3. Implementation-neutral extension and Parser API spec: To be developed (enables pluggability of parsers, and extensions to hook into parser). This will help extension authors write extensions that can be supported in any implementation of a wikitext parser (vs. being tied to a specific parser's internals).

4. Language (wikitext) spec: To be developed in conjunction with evolving wikitext semantics. We will NOT attempt a spec for wikitext of today.
   * We will develop a base markup spec for wikitext markup
   * We will develop a DOM fragment composition spec that specifies how template and extension output will compose with the markup of a page
kchapman subscribed.

@ssastry is there still interest in writing a spec? TechCom will be more than happy to help write/review if so. Moving to TechCom-RFC backlog for now.
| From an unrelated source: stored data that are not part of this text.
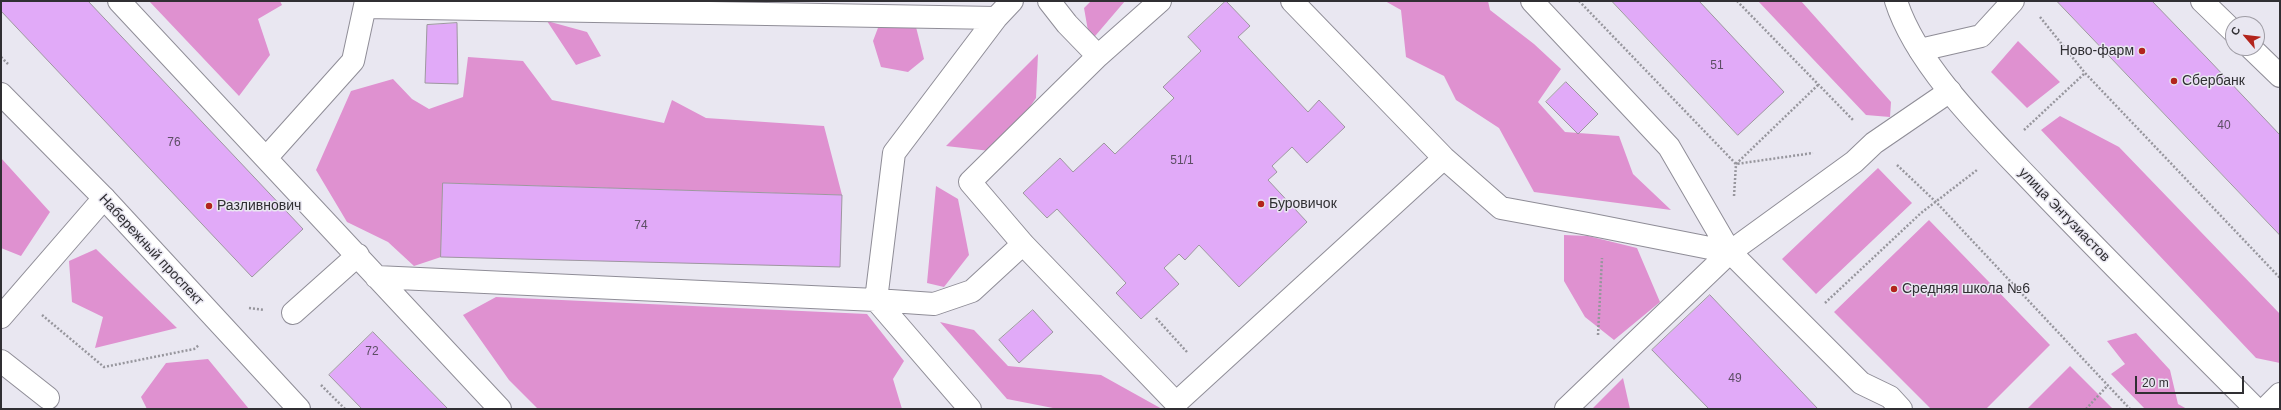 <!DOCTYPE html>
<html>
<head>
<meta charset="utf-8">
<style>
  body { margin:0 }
  #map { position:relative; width:2281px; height:410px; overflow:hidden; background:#e9e7f1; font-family:Arial,sans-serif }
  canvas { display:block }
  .frame { position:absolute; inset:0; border:2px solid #302f33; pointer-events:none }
  .north { position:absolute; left:2225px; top:16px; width:40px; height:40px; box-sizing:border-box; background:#e9e7f1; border:1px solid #9f9da5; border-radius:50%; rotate:298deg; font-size:11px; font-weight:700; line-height:16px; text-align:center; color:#302f33 }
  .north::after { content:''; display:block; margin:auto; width:14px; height:18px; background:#b3241c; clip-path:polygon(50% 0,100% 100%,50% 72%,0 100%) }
  .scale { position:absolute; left:2135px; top:376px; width:109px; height:18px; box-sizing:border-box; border:2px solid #302f33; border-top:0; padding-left:5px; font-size:12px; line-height:14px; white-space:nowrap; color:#302f33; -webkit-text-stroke:3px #e9e7f1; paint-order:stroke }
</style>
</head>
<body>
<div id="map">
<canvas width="2281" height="410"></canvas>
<div class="frame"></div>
<div class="north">С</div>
<div class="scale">20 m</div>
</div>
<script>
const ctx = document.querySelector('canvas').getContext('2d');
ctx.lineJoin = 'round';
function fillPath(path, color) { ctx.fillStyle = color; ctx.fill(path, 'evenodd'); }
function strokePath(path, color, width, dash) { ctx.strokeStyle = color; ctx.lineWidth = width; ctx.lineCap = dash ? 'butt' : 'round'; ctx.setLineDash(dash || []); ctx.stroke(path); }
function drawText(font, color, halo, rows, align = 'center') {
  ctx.font = font + ' Arial,sans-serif'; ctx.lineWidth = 3; ctx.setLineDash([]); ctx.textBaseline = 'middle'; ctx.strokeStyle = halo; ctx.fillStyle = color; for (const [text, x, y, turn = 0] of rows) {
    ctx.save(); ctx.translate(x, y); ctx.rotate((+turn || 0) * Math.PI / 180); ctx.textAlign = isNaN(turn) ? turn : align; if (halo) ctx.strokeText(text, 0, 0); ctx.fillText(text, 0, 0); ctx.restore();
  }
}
fillPath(new Path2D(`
  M149 1H280L282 5 258 19 270 55 239 96Z
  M1091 1H1125L1090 42 1084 8Z
  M1385 1H1488L1490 10 1534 44 1561 69 1538 102 1565 132 1619 136 1633 174 1671 210 1534 192 1499 128 1456 100 1444 76 1406 57 1401 10Z
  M1758 1H1801L1891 102 1890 117 1866 115Z
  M884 12 916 27 924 59 908 72 881 67 873 41Z
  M547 21 587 32 601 56 576 65Z
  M2018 41 2060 82 2027 108 1991 72Z
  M1038 54 1036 98 999 152 946 146Z
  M468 57 523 61 552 100 664 123 672 100 706 118 824 126 842 195 443 183 441 257 414 266 388 242 347 222 316 170 351 91 393 79 412 99 429 109 463 97Z
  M2060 116 2119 147 2280 314V363L2256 358 2041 130Z
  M1 158 50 212 21 256 1 248Z
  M1878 168 1912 203 1816 294 1782 259Z
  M936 186 958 199 969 255 944 287 927 283Z
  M1929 220 2050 345 1986 409H1931L1834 312Z
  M1564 235 1588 236 1637 248 1660 302 1614 340 1585 317 1564 281Z
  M96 249 177 328 95 348 103 317 72 302 69 261Z
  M496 297 867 314 904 361 893 379 902 409H538L509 380 463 315Z
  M940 322 974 330 1008 366 1101 375 1162 409H1058L1007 399Z
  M2136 333 2170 370 2178 404 2187 409H2145L2111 374 2125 364 2107 341Z
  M208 359 249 409H147L141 397 166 363Z
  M2070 366 2113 409H2027Z
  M1623 378 1630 409H1592Z`), '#df91d0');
const building = new Path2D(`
  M1 1H88L303 229 252 277 1 11Z
  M1226 1 1250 26 1238 37 1308 112 1319 100 1345 127 1307 163 1292 147 1272 166 1277 172 1268 180 1307 222 1239 287 1199 245 1185 260 1179 254 1164 268 1179 284 1141 319 1116 293 1126 283 1057 209 1047 218 1023 193 1060 158 1073 172 1104 143 1115 154 1174 98 1163 87 1201 51 1188 37Z
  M1612 1H1699L1784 92 1738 135Z
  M2057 1H2152L2208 59 2280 135V235Z
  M457 23 458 84 425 83 427 25Z
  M1566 82 1598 114 1578 134 1546 102Z
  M443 183 842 195 840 267 441 257Z
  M1710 295 1818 409H1709L1652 350Z
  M1033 310 1053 332 1019 363 999 340Z
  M373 332 413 373 448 409H362L329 375Z`);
fillPath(building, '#e1aaf8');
strokePath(building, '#9d979f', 1);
const minor = new Path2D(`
  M119 1 500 409
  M1012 1 996 18 894 153 876 300 934 304 972 291 1023 244
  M1049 1 1067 24 1098 56
  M1160 1 1098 56 970 182 1023 244 1176 403 1444 158
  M1292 1 1444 158 1501 208 1588 224 1730 252
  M1532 1 1669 147 1730 252 1861 383 1890 397 1901 409
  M2202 1 2233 31
  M365 7 996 18
  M2251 48 2280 76
  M1920 50 1981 36 2013 1
  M267 157 353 61 366 1
  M376 277 876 300 970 409
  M293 313 358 255
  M1 317 104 198
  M1 361 48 398
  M1566 409 1730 252 1854 162 1874 143 1950 91
  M2265 409 2280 394`);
const major = new Path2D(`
  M1896 1C1917 68 1992 139 2040 190 2111 264 2183 336 2256 409
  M1 94 104 198 299 409`);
strokePath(minor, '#8f8d97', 24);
strokePath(major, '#8f8d97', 24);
strokePath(new Path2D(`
  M1579 1 1736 164 1813 153
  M1737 1 1853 120
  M2040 17 2085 73 2280 278
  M1 57 8 64
  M2024 130 2085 73
  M1897 165 1936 202 2130 409
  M1734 196 1736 164 1818 85
  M1825 303 1921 213 1977 170
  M249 308 264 310
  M42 315 104 367 194 349 199 345
  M1156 318 1187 352
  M1598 335 1602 258
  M321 385 345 409
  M2086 409 2108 385`), '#97969d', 2.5, [2, 2]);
strokePath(minor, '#fff', 22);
strokePath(major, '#fff', 22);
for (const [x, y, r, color] of [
  [2142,51,4,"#b3241c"],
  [2174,81,4,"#b3241c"],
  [1261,204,4,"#b3241c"],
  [209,206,4,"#b3241c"],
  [1894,289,4,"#b3241c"]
]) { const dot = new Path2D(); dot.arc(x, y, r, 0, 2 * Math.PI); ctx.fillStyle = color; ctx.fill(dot); strokePath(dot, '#e9e7f1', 1.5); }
drawText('12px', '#5c4e64', null, [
  ["51",1717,66],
  ["40",2224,126],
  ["76",174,143],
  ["51/1",1182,161],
  ["74",641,226],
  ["72",372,352],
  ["49",1735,379]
]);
drawText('14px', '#302f33', '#e9e7f1', [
  ["Ново-фарм",2134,51,"right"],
  ["Сбербанк",2182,81],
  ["Буровичок",1269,204],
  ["Разливнович",217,206],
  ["Средняя школа №6",1902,289]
], 'left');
drawText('14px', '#302f33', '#e9e7f1', [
  ["улица Энтузиастов",2064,215,46],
  ["Набережный проспект",151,250,47]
]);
</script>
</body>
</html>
@ssastry is there still interest in writing a spec? TechCom will be more than happy to help write/review if so. Moving to TechCom-RFC backlog for now.

There is, as stated in T142803#2833509, but like everybody else, we are slammed with more work than we have time for as a small team. Realistically, if we wanted to get this done, we have to dedicate at least a quarter to just this task (that will include cleaning up and updating our dom spec, writing a html -> wt spec, clean up our parser test infrastructure so it is a better test spec rather than the mess it is right now - see T111604: Split parser tests into multiple files, and initiate work on the other pieces). But, yes TechCom-RFC backlog is the right place for this now.

I am going ot mark this declined for now. We will probably revisit some of these discussions in the future based on these rfc / irc sessions, wiki pages, dev summit talks.